Friday, November 27, 2020

Turducken And All The Trimmings

      Here's the bird -- really a turducken roll (with sausage stuffing!), about five pounds.  Our local grocer didn't have any the last time I checked, so I ordered it frozen from Amazon and it was just as good.  The come with an elastic net around them.  I cut it off before cooking and use a few bacon strips to hold it together, pinned in place and to each other with toothpicks:

     After an hour and a half:

     It's not quite done.  Maybe forty-five minutes to go on the grill. I'd just added the second layer of vegetables, and added a handful of dried cranberries right after the photograph.

      The first layer is a couple of turnips (underrated as a source of flavor) and a large onion, all cut in wedges.  Celery and carrots on top of that, and the cranberries for a bit of tart and sweet.  I seasoned the turducken with parsley, rosemary, thyme and marjoram (being out of sage*), and a couple of bay leaves.

      The graniteware pan is new this year; I've been using disposable aluminum pans, but they're flimsy and call for great care in ensuring the heat is indirect -- you build a fire and rake the coals to the sides.  Even at that, they tend to overcook the bottom when used over the grill.

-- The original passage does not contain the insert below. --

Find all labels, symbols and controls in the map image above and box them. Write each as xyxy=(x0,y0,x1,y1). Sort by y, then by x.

      The pan has lands and grooves on the bottom, and is just thick enough to distribute the heat much better.  The lid is reasonably close-fitting, and that addued up to nice pan drippings when it came time to make bacon gravy!

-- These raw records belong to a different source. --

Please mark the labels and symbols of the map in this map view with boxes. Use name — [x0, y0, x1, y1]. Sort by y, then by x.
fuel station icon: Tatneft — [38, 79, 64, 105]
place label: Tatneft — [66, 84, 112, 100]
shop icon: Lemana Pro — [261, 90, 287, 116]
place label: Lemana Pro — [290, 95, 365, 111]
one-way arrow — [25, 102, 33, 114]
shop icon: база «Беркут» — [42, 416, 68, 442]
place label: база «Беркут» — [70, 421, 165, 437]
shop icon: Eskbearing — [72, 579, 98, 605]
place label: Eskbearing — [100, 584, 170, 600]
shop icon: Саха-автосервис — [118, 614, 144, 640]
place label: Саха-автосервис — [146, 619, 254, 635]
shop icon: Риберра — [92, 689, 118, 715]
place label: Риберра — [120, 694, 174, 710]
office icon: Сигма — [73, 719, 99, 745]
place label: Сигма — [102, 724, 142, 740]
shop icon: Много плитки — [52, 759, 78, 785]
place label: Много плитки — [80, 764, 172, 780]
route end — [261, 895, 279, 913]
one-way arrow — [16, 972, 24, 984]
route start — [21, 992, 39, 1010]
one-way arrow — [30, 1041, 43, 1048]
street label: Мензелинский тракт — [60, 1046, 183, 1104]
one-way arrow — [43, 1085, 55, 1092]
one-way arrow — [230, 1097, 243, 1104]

      Yes, bacon gravy, a once-a-year treat:

      You start with three or four slices of bacon; fry them up, set them on paper toweling to drain, and pour off the fat into a measuring cup.  You want about a quarter-cup.  I used four slices and came up a little short -- but by then, I had brought the turducken pan in and drained off most of the liquid before returning it to the (slightly throttled) grill.  I have a nice grease separator; I poured off the broth (nearly two cups), and added enough of the turducken grease to the bacon fat to add up to a quarter-cup.  I returned the grease to my Always pan, slowly stirred in an equal amount of flour, and cooked it for two or three minutes.  I topped up the broth with water to get two cups, and slowly stirred that in.  All you really have to do then is keep stirring over the heat until it's as thick as you'd like.  It was smooth and had a wonderful golden color (see above).  I crumbled the bacon strips in once I was happy with it.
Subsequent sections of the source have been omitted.